*Exercise requirements*.
After reading the lines below, count those that contain "strokeStyle" and give the count alone.

*Task material*.

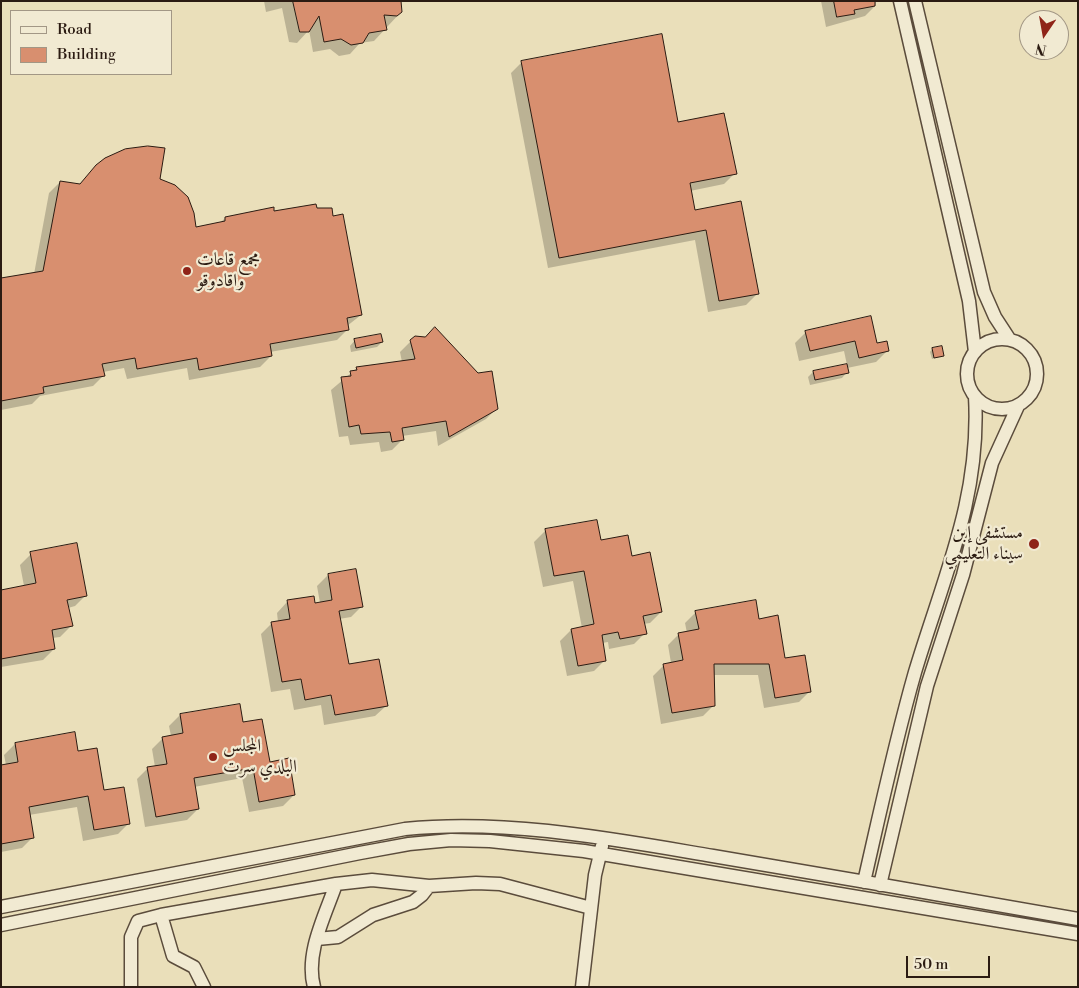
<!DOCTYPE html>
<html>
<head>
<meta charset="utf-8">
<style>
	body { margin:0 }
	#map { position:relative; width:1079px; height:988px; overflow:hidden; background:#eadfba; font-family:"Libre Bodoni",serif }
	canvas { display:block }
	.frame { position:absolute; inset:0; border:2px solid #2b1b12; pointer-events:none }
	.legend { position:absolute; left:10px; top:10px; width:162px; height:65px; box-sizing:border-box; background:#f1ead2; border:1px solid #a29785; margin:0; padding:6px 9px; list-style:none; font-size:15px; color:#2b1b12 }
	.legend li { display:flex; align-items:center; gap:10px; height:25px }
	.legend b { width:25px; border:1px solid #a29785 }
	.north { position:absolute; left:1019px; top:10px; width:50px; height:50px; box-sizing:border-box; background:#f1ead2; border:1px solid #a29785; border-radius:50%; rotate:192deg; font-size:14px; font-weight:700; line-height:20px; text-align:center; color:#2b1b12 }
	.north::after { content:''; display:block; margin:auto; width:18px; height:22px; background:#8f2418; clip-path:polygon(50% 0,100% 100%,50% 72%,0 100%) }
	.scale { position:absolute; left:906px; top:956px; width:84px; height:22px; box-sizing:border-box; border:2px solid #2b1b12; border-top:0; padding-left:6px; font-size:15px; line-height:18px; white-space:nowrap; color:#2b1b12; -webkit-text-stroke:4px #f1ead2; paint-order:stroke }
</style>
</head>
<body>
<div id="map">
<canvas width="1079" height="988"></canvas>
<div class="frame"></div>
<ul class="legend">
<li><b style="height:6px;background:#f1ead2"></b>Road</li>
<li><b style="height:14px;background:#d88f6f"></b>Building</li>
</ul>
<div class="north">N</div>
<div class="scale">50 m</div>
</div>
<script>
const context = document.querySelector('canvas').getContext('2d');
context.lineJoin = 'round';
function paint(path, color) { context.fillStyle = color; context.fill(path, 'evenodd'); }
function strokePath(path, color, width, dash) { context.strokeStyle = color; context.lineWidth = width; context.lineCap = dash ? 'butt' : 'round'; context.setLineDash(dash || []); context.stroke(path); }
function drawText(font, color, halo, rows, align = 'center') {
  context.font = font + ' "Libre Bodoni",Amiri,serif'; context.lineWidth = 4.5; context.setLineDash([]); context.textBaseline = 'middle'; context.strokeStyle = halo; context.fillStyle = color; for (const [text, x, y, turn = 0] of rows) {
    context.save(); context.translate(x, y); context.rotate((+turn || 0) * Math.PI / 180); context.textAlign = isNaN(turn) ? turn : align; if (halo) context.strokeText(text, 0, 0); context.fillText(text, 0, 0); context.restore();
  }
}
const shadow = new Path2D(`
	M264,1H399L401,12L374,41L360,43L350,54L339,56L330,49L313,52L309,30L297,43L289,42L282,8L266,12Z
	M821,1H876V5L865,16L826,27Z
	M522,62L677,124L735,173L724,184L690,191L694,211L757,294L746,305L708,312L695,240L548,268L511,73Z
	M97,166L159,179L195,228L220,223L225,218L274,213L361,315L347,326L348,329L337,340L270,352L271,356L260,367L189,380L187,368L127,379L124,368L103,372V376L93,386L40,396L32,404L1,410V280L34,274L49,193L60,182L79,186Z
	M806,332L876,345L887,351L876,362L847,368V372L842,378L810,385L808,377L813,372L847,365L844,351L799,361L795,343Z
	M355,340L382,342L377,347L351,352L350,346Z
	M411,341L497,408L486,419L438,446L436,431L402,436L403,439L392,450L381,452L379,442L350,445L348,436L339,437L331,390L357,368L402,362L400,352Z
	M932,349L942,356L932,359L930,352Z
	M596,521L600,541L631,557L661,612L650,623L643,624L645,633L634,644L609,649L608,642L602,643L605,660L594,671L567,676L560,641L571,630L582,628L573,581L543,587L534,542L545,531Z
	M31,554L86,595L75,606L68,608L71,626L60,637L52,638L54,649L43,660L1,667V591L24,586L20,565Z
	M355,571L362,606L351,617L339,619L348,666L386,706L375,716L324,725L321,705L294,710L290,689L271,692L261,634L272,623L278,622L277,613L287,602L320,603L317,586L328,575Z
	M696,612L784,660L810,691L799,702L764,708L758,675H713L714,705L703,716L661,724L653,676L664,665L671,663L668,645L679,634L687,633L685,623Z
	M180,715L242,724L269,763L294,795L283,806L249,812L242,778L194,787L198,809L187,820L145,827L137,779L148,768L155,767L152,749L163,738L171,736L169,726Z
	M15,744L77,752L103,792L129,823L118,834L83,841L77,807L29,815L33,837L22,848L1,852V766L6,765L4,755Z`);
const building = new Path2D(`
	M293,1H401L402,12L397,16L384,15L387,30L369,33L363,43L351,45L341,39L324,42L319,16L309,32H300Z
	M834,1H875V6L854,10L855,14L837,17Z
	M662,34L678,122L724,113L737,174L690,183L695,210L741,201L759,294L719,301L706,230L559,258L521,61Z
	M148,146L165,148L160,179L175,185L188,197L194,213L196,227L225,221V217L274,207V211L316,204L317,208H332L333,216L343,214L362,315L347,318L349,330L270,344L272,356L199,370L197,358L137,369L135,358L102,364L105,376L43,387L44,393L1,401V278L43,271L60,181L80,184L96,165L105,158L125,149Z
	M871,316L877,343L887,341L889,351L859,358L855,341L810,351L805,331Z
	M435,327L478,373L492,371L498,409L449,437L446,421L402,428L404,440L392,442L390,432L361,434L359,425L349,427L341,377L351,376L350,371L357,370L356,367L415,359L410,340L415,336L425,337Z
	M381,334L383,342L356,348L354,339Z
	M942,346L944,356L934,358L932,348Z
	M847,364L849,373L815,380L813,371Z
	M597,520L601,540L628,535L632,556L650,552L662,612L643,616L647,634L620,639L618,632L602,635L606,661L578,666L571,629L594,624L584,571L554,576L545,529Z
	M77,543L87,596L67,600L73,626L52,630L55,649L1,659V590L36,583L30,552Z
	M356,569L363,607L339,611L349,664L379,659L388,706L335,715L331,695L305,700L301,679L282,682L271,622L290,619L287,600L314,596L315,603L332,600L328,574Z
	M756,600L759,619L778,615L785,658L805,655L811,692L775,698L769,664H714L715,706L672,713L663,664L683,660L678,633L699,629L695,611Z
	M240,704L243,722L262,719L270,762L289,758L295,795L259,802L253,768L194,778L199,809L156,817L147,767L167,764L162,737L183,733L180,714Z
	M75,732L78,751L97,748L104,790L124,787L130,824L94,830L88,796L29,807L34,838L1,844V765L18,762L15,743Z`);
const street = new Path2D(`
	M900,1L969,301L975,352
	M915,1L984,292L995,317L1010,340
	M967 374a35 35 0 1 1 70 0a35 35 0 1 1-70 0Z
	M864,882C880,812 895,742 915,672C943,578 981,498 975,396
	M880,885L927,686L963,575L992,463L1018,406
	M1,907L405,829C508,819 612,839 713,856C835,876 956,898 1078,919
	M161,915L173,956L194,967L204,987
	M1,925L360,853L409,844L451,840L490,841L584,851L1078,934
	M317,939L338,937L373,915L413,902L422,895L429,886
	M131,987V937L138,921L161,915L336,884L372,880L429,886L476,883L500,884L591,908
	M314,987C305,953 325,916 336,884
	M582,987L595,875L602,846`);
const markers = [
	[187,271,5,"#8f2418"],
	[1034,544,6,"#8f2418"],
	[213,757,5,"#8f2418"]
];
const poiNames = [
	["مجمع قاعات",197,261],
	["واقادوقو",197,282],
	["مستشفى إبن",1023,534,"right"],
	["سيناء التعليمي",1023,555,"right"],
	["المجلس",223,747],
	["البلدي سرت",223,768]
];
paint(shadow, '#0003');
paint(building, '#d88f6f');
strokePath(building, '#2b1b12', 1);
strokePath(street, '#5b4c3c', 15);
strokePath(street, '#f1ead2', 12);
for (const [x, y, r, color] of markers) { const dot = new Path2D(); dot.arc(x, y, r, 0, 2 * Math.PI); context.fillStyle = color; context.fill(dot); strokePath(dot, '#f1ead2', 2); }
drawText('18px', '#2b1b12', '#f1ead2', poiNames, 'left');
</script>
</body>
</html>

*Written answer*.
2